> _DATA SUPPLIED_:
◆ ◆ ◆ ◆ ◆
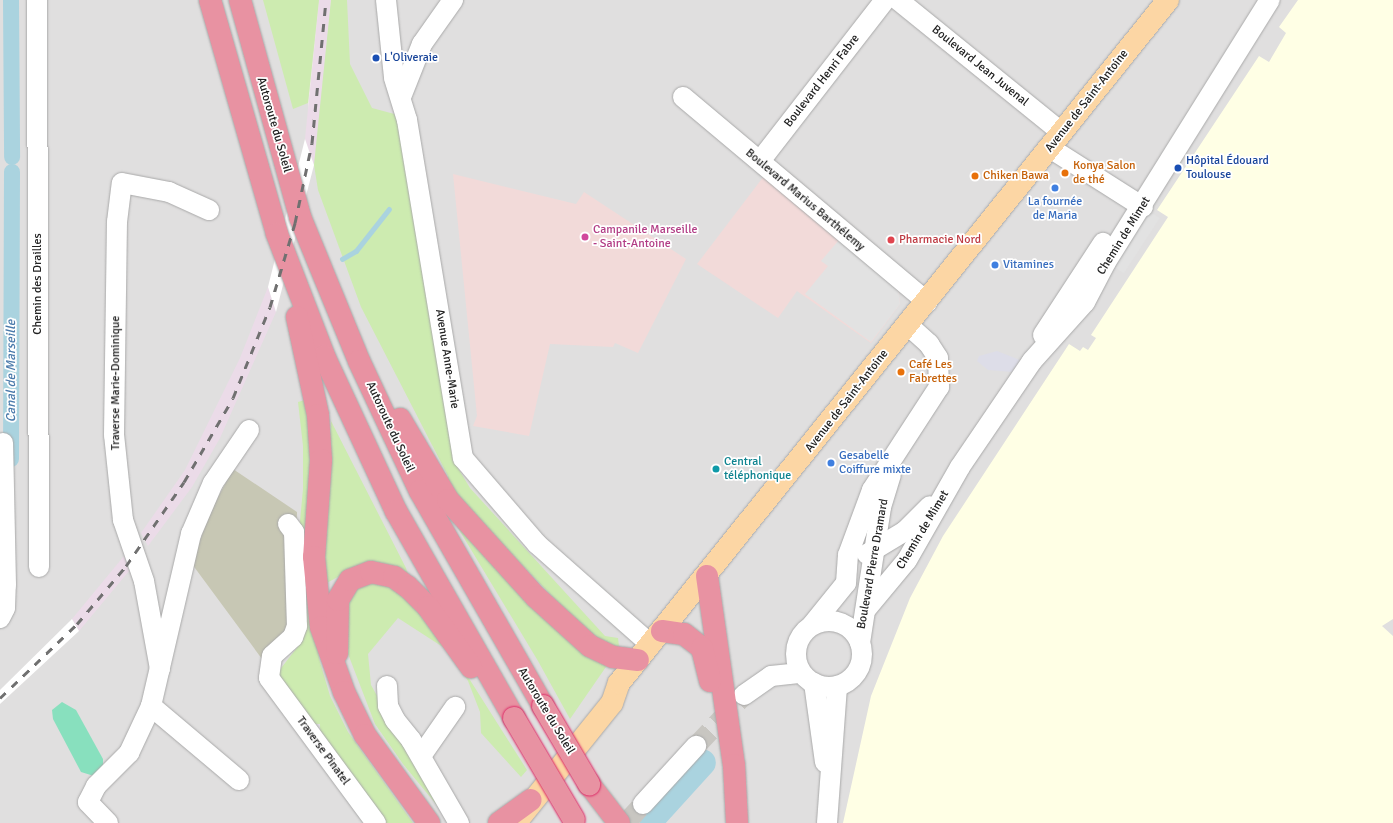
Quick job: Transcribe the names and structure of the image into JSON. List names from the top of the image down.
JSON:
{
  "streets": {
    "highway": ["Autoroute du Soleil"],
    "main road": ["Avenue de Saint-Antoine"],
    "street": [
      "Boulevard Jean Juvenal",
      "Boulevard Henri Fabre",
      "Boulevard Marius Barthélemy",
      "Chemin de Mimet",
      "Chemin des Drailles",
      "Avenue Anne-Marie",
      "Traverse Marie-Dominique",
      "Boulevard Pierre Dramard",
      "Traverse Pinatel"
    ]
  },
  "crossings": [
    ["Boulevard Jean Juvenal", "Avenue de Saint-Antoine"],
    ["Boulevard Jean Juvenal", "Chemin de Mimet"],
    ["Boulevard Henri Fabre", "Boulevard Marius Barthélemy"],
    ["Avenue de Saint-Antoine", "Boulevard Marius Barthélemy"],
    ["Avenue de Saint-Antoine", "Avenue Anne-Marie"],
    ["Avenue de Saint-Antoine", "Boulevard Pierre Dramard"],
    ["Chemin de Mimet", "Boulevard Pierre Dramard"]
  ],
  "water": ["Canal de Marseille"],
  "places": [
    "L'Oliveraie",
    "Hôpital Édouard Toulouse",
    "Konya Salon de thé",
    "Chiken Bawa",
    "La fournée de Maria",
    "Campanile Marseille - Saint-Antoine",
    "Pharmacie Nord",
    "Vitamines",
    "Café Les Fabrettes",
    "Gesabelle Coiffure mixte",
    "Central téléphonique"
  ]
}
◆ ◆ ◆ ◆ ◆
> _WORK INSTRUCTION_:
Keep every word of the records above exactly, and return them with no pictures.

> _EXERCISE ANSWER_:
Quick job: Transcribe the names and structure of the image into JSON. List names from the top of the image down.
JSON:
{
  "streets": {
    "highway": ["Autoroute du Soleil"],
    "main road": ["Avenue de Saint-Antoine"],
    "street": [
      "Boulevard Jean Juvenal",
      "Boulevard Henri Fabre",
      "Boulevard Marius Barthélemy",
      "Chemin de Mimet",
      "Chemin des Drailles",
      "Avenue Anne-Marie",
      "Traverse Marie-Dominique",
      "Boulevard Pierre Dramard",
      "Traverse Pinatel"
    ]
  },
  "crossings": [
    ["Boulevard Jean Juvenal", "Avenue de Saint-Antoine"],
    ["Boulevard Jean Juvenal", "Chemin de Mimet"],
    ["Boulevard Henri Fabre", "Boulevard Marius Barthélemy"],
    ["Avenue de Saint-Antoine", "Boulevard Marius Barthélemy"],
    ["Avenue de Saint-Antoine", "Avenue Anne-Marie"],
    ["Avenue de Saint-Antoine", "Boulevard Pierre Dramard"],
    ["Chemin de Mimet", "Boulevard Pierre Dramard"]
  ],
  "water": ["Canal de Marseille"],
  "places": [
    "L'Oliveraie",
    "Hôpital Édouard Toulouse",
    "Konya Salon de thé",
    "Chiken Bawa",
    "La fournée de Maria",
    "Campanile Marseille - Saint-Antoine",
    "Pharmacie Nord",
    "Vitamines",
    "Café Les Fabrettes",
    "Gesabelle Coiffure mixte",
    "Central téléphonique"
  ]
}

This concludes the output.